The government’s spending review did less damage to public spending on carbon cutting and environmental protection than many had feared in the anxious weeks leading up to October 20 – at least on first impressions.
There was funding for the Green Investment Bank, a single power station carbon capture and storage scheme (CCS), the renewable heat incentive and improved green farming schemes.
But Chancellor George Osborne’s long awaited Comprehensive Spending Review (CSR) announcement covering the next four years implied more than 5,000 green public sector jobs will be axed by 2015 in central government departments, agencies and the devolved administrations.
Major cuts in local government spending are expected to cost several thousand more environmental protection jobs at councils across the UK.
While low-carbon programmes and capital spending had some protection from the heavy cuts in public spending, the loss of so many staff may harm the government’s ability to deliver complex new policies on time and free of problems.
The CSR’s biggest surprise, greeted with fury by many businesses, was to turn the CRC Energy Efficiency Scheme into a new carbon tax (see separate article).

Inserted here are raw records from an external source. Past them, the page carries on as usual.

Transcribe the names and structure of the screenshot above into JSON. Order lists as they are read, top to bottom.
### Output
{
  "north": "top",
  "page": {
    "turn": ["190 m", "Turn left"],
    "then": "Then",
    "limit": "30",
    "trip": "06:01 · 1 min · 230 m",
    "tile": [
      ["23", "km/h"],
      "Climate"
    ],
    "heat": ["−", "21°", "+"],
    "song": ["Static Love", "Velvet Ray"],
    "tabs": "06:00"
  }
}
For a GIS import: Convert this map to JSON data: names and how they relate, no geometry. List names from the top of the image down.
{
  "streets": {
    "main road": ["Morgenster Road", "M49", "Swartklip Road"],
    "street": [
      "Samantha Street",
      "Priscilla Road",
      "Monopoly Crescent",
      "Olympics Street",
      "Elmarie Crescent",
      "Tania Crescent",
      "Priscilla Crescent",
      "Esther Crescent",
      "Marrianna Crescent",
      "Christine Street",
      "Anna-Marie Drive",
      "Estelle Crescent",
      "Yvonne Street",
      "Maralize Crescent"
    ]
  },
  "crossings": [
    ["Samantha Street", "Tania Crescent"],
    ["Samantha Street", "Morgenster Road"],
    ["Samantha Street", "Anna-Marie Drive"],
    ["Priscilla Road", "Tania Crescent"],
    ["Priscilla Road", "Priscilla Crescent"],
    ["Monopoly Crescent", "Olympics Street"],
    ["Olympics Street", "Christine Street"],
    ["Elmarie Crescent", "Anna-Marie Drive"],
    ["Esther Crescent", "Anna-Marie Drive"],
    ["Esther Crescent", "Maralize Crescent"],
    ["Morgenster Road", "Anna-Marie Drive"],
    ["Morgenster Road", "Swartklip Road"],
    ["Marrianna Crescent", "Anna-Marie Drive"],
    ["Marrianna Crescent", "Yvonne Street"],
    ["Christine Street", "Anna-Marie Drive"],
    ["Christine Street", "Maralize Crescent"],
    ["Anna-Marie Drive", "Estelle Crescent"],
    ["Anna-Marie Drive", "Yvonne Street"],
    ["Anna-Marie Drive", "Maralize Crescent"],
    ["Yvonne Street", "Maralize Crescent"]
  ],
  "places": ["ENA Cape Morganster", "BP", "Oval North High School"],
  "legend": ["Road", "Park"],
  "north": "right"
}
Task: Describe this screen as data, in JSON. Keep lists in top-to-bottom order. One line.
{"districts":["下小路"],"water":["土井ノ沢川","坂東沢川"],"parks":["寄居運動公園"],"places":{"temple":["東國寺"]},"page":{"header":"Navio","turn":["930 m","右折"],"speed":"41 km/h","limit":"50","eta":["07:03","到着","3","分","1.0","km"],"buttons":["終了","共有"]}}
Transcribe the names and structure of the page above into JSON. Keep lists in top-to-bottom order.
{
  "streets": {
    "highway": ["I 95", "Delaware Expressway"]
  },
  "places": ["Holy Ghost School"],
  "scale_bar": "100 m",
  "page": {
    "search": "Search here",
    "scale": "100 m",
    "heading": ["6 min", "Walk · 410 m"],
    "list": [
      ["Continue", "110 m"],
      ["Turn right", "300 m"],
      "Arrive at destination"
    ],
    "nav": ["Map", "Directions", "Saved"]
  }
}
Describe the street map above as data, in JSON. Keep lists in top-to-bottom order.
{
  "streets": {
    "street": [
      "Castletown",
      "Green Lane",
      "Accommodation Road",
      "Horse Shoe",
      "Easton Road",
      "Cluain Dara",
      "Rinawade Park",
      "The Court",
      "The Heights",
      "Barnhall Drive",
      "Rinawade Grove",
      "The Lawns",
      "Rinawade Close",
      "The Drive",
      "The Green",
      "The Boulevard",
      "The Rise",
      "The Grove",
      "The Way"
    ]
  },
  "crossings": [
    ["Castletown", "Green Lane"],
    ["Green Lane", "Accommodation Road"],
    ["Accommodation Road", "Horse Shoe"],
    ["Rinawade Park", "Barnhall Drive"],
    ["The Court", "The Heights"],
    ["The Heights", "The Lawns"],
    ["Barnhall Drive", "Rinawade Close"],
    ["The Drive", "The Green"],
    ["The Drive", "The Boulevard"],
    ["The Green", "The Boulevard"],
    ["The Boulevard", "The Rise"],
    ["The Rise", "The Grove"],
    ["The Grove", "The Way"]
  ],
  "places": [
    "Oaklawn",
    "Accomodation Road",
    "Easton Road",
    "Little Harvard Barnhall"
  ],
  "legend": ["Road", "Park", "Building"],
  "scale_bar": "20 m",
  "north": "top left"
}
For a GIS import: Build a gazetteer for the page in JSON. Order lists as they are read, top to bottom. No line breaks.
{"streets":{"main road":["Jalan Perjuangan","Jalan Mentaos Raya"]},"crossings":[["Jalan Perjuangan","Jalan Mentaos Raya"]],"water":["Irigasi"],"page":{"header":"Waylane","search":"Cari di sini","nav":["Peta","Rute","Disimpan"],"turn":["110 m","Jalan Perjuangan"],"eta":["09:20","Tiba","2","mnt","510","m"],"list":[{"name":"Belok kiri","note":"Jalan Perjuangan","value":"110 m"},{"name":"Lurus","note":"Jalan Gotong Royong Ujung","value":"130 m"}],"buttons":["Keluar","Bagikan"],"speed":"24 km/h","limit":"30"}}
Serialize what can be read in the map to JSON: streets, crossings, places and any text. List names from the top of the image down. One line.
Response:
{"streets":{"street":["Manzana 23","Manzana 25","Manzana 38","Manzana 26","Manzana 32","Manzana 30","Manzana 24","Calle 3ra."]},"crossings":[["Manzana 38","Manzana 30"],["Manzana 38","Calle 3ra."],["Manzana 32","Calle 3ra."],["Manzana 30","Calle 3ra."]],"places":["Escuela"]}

Revenues raised from carbon allowance sales will not now be recycled back to the 3,000 plus companies and public sector organisations participating. They will go straight to the Treasury instead.
Seven waste incineration plants which were to be built through Private Finance Initiative schemes have been scrapped (see separate article), saving £3m a year. Lord Henley, the environment department (DEFRA) minister responsible for waste, said going ahead with 11 remaining waste PFI schemes made him “absolutely confident we will meet our EU targets” for diverting municipal waste from landfill.
Green Investment Bank
The CSR said the coalition government’s promised Green Investment Bank would be guaranteed £1bn of public money for its initial capital, plus a further, unknown quantity from asset sales.
Interest groups and the energy and climate department (DECC) have had big arguments with the Treasury about the nature, powers and funding of this bank and these are not yet over.
It is hoped it can make a major contribution to securing the huge investment flows – of up to £50bn a year – required to decarbonise UK electricity supply over the next 20 years.
The CSR document said its creation was “subject to a final design which meets the tests of effectiveness, affordability and transparency” and that government aimed to complete design and testing work by next spring.
There were grumbles from NGOs and the carbon finance community that the guaranteed £1bn public funding was less than had been hoped for, and that the project is running late.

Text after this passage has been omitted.